Kennt ihr Thomas Hardy?

  • Hallo zusammen


    Hat schon jemand etwas von diesem Autor gelesen?


    evtl. "Die Woodlanders"?


    Covertext:
    "Hardy hat auch diesen Roman in Wessex, einer halb imaginären Gegend im Südwesten Englands, angesiedelt. Abseits vom zivilisatorischen Optimismus der Zeit, in der waldumschlossenen Welt der Woodlanders, wo alle voneinander abhängig sind, gibt es kein Ausweichen vor dem Ansturm der Gefühle, die sich hier gefährlich ballen und die Menschen in den Konflikt zwischen Liebe und Tugend, Vernunft und Leidenschaft, Selbsterhaltung und Selbstaufopferung treiben."


    Hört sich dramatisch an.

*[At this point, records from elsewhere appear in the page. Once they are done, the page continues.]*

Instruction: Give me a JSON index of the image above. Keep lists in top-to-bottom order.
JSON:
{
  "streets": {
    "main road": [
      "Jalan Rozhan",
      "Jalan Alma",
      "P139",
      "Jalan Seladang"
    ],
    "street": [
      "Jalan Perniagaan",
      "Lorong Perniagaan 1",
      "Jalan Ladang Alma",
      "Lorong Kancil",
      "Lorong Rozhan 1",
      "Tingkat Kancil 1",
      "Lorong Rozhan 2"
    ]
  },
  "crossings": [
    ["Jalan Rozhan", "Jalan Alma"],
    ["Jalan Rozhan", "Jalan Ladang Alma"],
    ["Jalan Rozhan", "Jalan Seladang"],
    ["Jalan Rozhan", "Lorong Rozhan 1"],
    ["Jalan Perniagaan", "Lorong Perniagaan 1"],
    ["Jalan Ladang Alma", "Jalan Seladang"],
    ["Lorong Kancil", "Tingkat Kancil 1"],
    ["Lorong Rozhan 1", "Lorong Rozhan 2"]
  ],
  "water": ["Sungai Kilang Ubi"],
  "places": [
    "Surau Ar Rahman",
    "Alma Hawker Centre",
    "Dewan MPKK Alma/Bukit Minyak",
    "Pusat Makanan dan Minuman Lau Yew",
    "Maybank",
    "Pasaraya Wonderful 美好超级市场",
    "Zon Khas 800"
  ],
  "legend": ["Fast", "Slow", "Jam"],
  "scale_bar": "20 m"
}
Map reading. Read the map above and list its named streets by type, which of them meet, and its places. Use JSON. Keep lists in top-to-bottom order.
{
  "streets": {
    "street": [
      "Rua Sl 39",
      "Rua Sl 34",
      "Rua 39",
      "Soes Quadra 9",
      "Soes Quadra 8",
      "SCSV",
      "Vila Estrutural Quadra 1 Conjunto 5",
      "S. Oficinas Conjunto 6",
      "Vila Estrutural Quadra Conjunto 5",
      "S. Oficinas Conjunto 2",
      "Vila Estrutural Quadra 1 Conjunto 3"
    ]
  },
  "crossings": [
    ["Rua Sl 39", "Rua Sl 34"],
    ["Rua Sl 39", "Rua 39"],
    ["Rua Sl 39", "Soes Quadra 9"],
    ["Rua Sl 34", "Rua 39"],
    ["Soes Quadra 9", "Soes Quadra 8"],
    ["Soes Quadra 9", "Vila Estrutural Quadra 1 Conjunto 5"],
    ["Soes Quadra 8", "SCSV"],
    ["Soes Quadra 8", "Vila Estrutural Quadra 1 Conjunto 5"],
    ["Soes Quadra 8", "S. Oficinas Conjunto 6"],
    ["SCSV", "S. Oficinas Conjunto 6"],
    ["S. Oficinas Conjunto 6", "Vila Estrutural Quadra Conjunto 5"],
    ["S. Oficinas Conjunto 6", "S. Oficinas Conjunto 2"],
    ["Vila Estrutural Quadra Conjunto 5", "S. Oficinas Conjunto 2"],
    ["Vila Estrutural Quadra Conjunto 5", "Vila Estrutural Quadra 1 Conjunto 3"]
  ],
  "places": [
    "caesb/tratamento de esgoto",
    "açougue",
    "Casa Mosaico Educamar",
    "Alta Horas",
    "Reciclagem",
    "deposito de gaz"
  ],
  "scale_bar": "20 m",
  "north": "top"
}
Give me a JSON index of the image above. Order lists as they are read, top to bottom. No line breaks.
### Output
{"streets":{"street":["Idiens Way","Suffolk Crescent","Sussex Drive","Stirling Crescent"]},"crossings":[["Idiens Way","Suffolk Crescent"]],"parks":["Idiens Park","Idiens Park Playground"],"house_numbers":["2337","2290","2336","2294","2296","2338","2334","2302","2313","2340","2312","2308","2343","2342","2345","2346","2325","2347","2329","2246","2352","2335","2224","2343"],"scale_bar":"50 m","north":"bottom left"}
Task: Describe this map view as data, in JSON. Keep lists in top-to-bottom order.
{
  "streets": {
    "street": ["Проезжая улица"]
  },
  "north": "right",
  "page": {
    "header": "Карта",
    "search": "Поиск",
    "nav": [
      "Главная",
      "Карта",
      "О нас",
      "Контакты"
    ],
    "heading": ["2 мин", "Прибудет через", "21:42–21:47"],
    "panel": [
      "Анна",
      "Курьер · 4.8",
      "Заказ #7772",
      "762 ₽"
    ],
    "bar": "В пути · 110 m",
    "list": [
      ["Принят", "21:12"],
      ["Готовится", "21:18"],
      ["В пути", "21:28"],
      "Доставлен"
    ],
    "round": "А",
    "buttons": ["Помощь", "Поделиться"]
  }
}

Irgendwie muß ich an die Brontes dabei denken.


    LG Maria

    In der Jugend ist die Hoffnung ein Regenbogen und in den grauen Jahren nur ein Nebenregenbogen des ersten. (Jean Paul F. Richter)

  • Hallo JMaria


    Gelesen habe ich zwar noch nichts von ihm, aber zwei Romane auf meinem SUB entdeckt: "Der Bürgermeister von Casterbridge" und "Fern vom Treiben der Menge". Auf ihn aufmerksam geworden bin ich durch eine Freundin von mir, die mir immer von Hardys Roman "Tess of the D` Urbervilles" vorgeschwärmt hat.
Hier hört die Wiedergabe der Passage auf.